- Born: 3 April 1933 Glenelg, South Australia
- Died: 23 September 2024 (aged 91)
- Education: St Peter's Girls' School

= Mary Beasley =

Australian public servant

Mary Constance Beasley (3 April 1933 – 23 September 2024) was an Australian public servant and business executive. She was Australia's first Commissioner for Equal Opportunity (appointed 1975) and first woman Ombudsman (appointed 1985).

== Career ==
Born in Glenelg, South Australia on 3 April 1933, Beasley was educated at St Peter's Girls' School, graduating with honours in the leaving certificate. Her first job was in the marketing department of the Vacuum Oil Company (now Mobil), which she left to move to Sydney, following her marriage at age 19. The marriage was short-lived and she returned to Adelaide with her two-year-old son. Encouraged by her mother, she returned to the workforce in 1968, joining an employment agency managed by J.P. Young. He mentored her by challenging her to take risks and she rose to become general manager of the agency. Beasley also served two terms on Unley Council.

Beasley was appointed South Australia's first Commissioner for Equal Opportunity, taking up the position in 1976. After only 18 months in the role she transferred to the Public Service Board in February 1978, again as a commissioner.

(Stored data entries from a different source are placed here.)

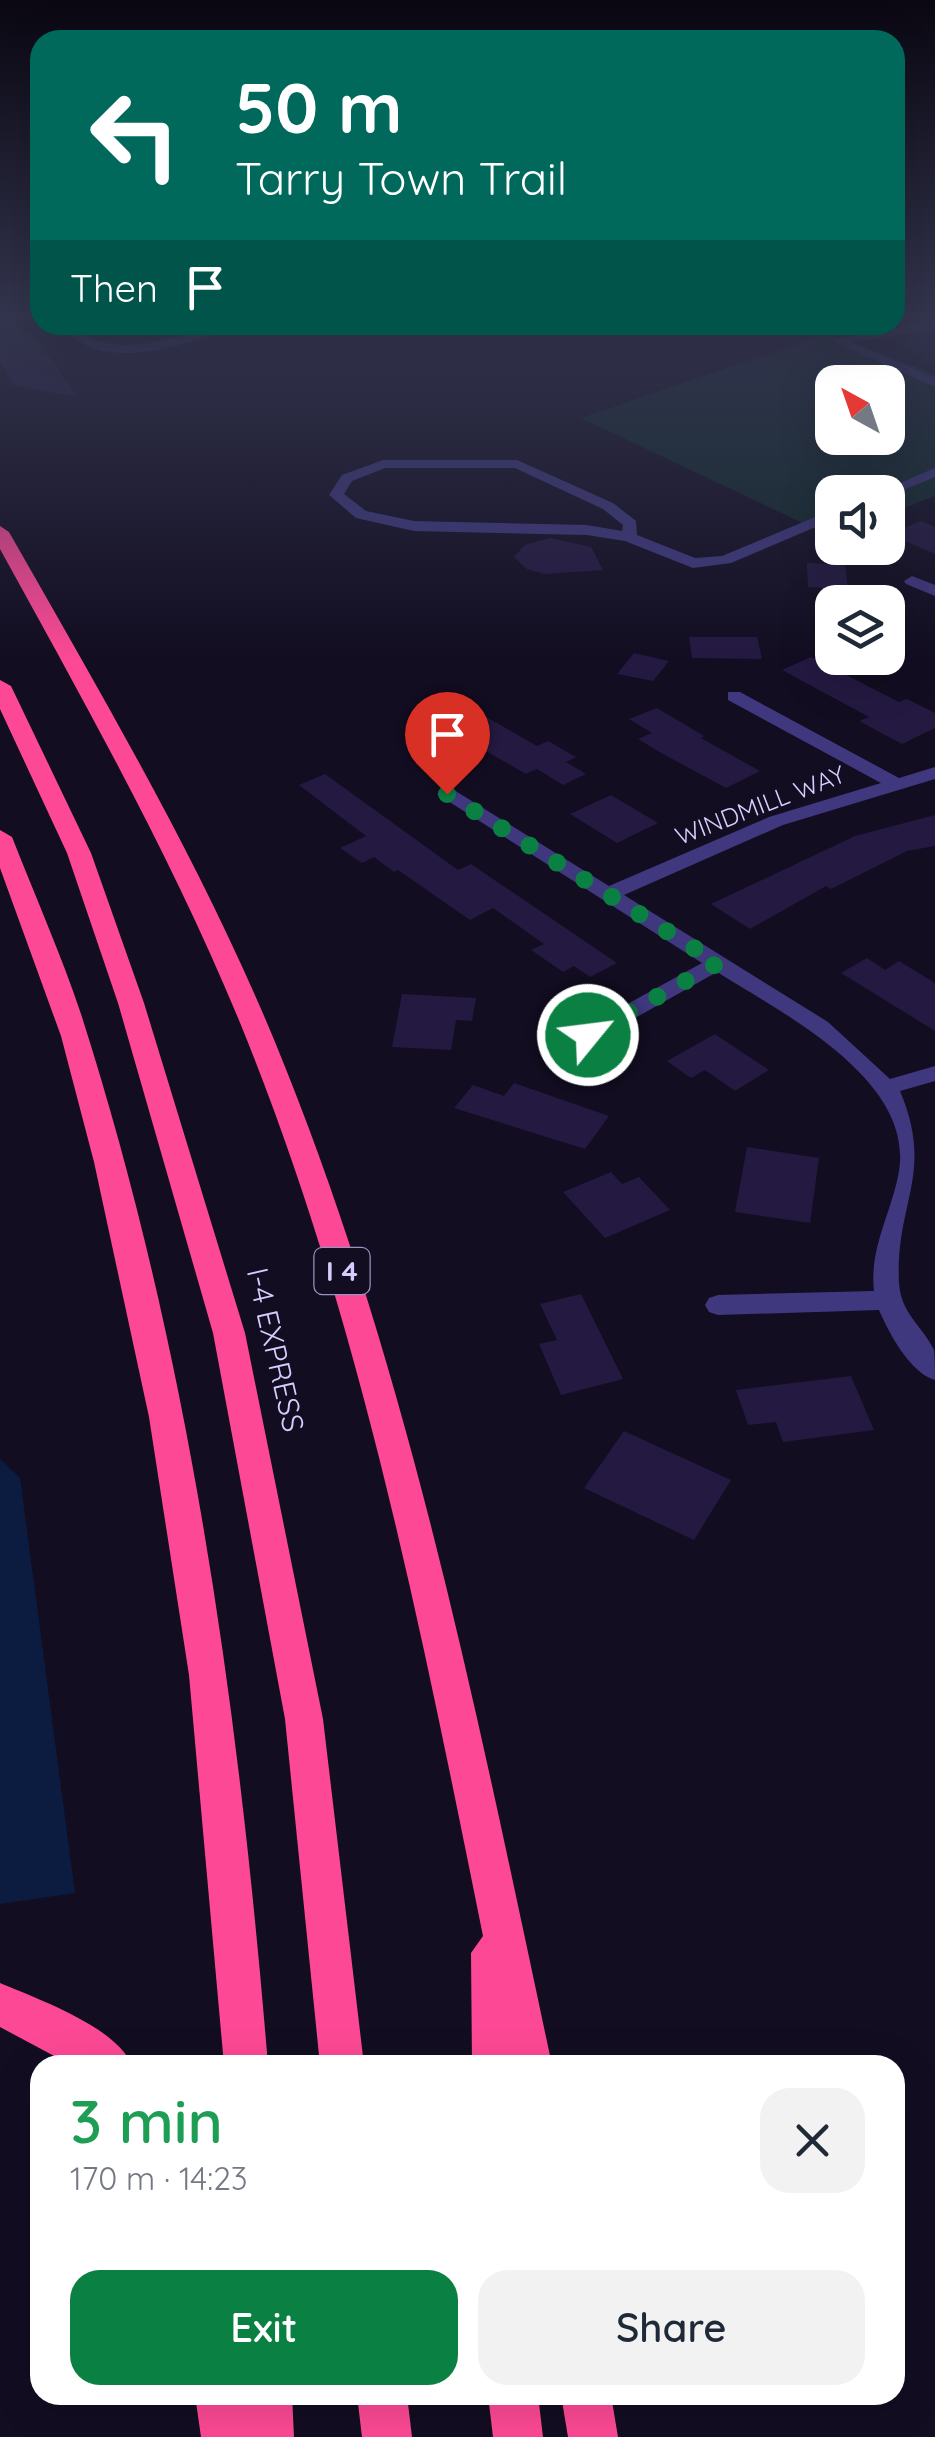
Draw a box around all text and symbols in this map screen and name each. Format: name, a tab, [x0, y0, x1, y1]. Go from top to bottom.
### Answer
text: 50 m	[235, 63, 402, 151]
icon: left	[70, 70, 200, 200]
text: Tarry Town Trail	[235, 150, 567, 206]
icon: arrive	[178, 260, 233, 315]
text: Then	[70, 264, 158, 312]
north arrow	[815, 365, 905, 455]
map controls	[815, 365, 905, 675]
button: sound	[815, 475, 905, 565]
button: layers	[815, 585, 905, 675]
pin	[405, 692, 490, 795]
icon: arrive	[420, 707, 475, 762]
street label: WINDMILL WAY	[670, 758, 849, 851]
position arrow	[536, 983, 640, 1087]
road number: I 4	[314, 1248, 370, 1294]
street label: I-4 EXPRESS	[239, 1264, 313, 1435]
text: 3 min	[70, 2083, 223, 2158]
button: close	[760, 2088, 865, 2193]
text: 170 m · 14:23	[70, 2158, 248, 2198]
button: Exit	[70, 2270, 458, 2385]
button: Share	[478, 2270, 865, 2385]

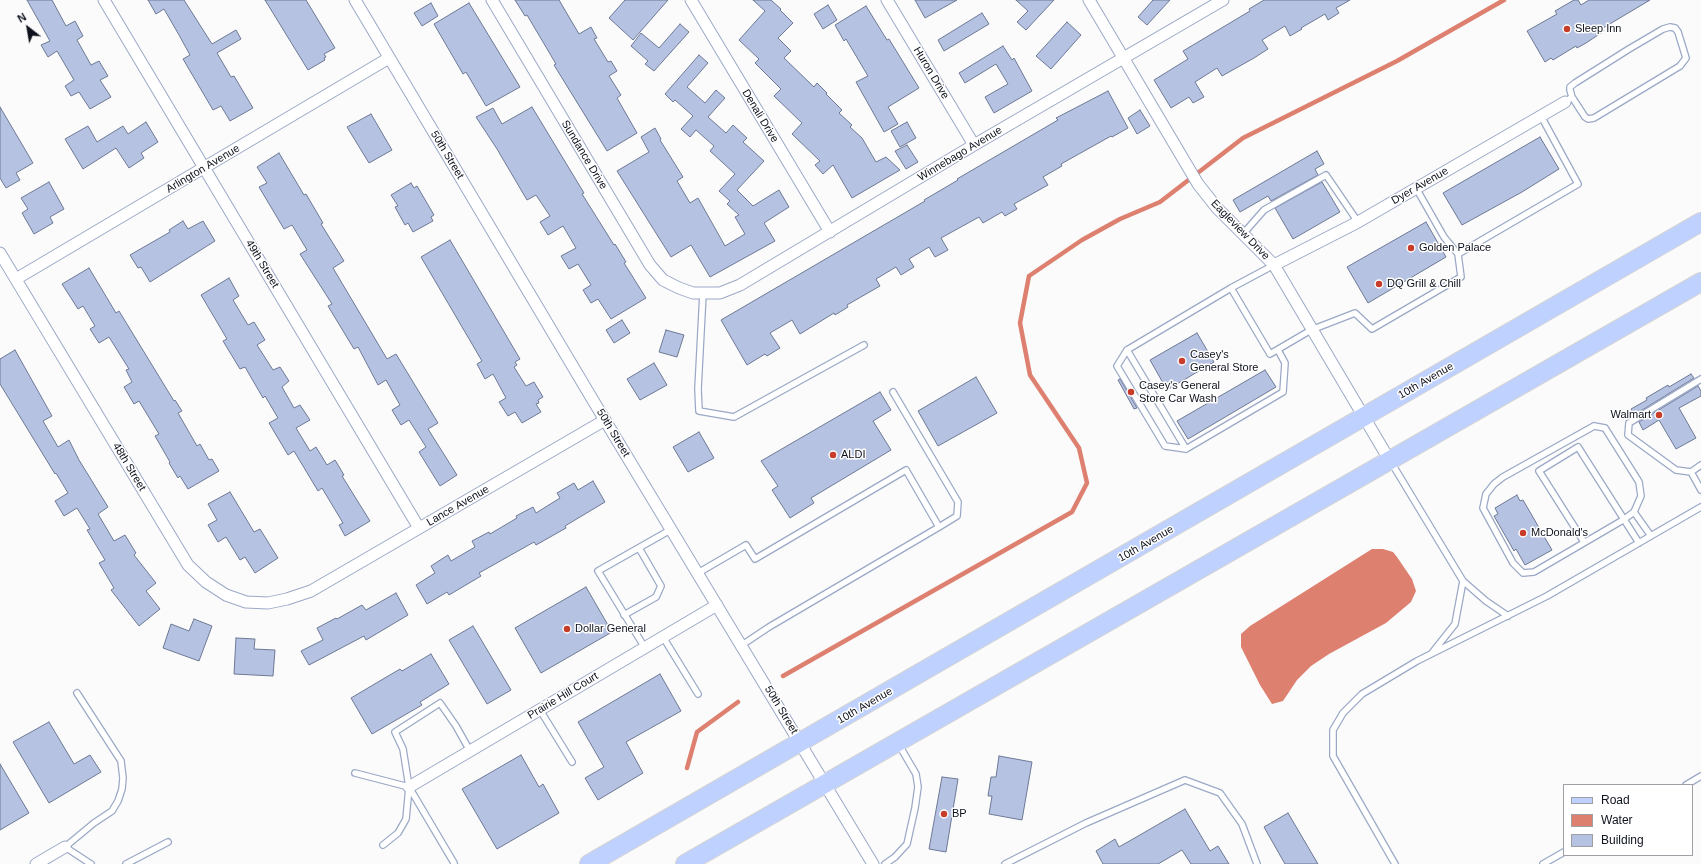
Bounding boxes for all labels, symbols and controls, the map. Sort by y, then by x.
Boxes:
north arrow [8,8,48,48]
text: N [15,11,28,25]
place label: Sleep Inn [1575,22,1621,36]
marker: Sleep Inn [1562,24,1572,34]
street label: Huron Drive [910,44,952,102]
street label: Denali Drive [739,87,781,145]
street label: Sundance Drive [558,118,610,192]
street label: Winnebago Avenue [916,124,1004,184]
street label: 50th Street [427,129,467,181]
street label: Arlington Avenue [164,142,242,196]
street label: Dyer Avenue [1389,164,1451,208]
street label: Eagleview Drive [1208,197,1272,263]
street label: 49th Street [242,238,282,290]
place label: Golden Palace [1419,241,1491,255]
marker: Golden Palace [1406,243,1416,253]
place label: DQ Grill & Chill [1387,277,1461,291]
marker: DQ Grill & Chill [1374,279,1384,289]
place label: Casey's General Store [1190,348,1258,374]
marker: Casey's General Store [1177,356,1187,366]
street label: 10th Avenue [1396,360,1456,402]
place label: Casey's General Store Car Wash [1139,379,1220,405]
marker: Casey's General Store Car Wash [1126,387,1136,397]
street label: 50th Street [593,407,633,459]
place label: Walmart [1610,408,1651,422]
marker: Walmart [1654,410,1664,420]
street label: 48th Street [109,441,149,493]
place label: ALDI [841,448,865,462]
marker: ALDI [828,450,838,460]
street label: Lance Avenue [424,483,492,529]
street label: 10th Avenue [1116,523,1176,565]
place label: McDonald's [1531,526,1588,540]
marker: McDonald's [1518,528,1528,538]
place label: Dollar General [575,622,646,636]
marker: Dollar General [562,624,572,634]
street label: Prairie Hill Court [525,670,601,722]
street label: 50th Street [761,684,801,736]
street label: 10th Avenue [835,685,895,727]
legend [1563,784,1693,856]
text: Road [1601,793,1630,807]
place label: BP [952,807,967,821]
marker: BP [939,809,949,819]
text: Water [1601,813,1633,827]
text: Building [1601,833,1644,847]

She was appointed to the board of Qantas in August 1983 by Kim Beazley (then Minister for Aviation) – another first for women.

Beasley served as chairwoman of the board of the Australian Dance Theatre in the 1990s. She also chaired the committee that planned the celebration of 100 years of women's suffrage in South Australia in 1994.

In the 2004 Australia Day Honours, Beasley was appointed a Member of the Order of Australia for "service to public sector administration in South Australia and to the community, particularly as an executive member of organisations in the fields of the arts, education, health and community celebrations".

Beasley died on 23 September 2024. The Hon. Susan Close paid tribute to Beasley in the South Australian House of Assembly on 26 September, noting her "great strength and tenacity" and that her "impressive and nationally significant legacy will live on".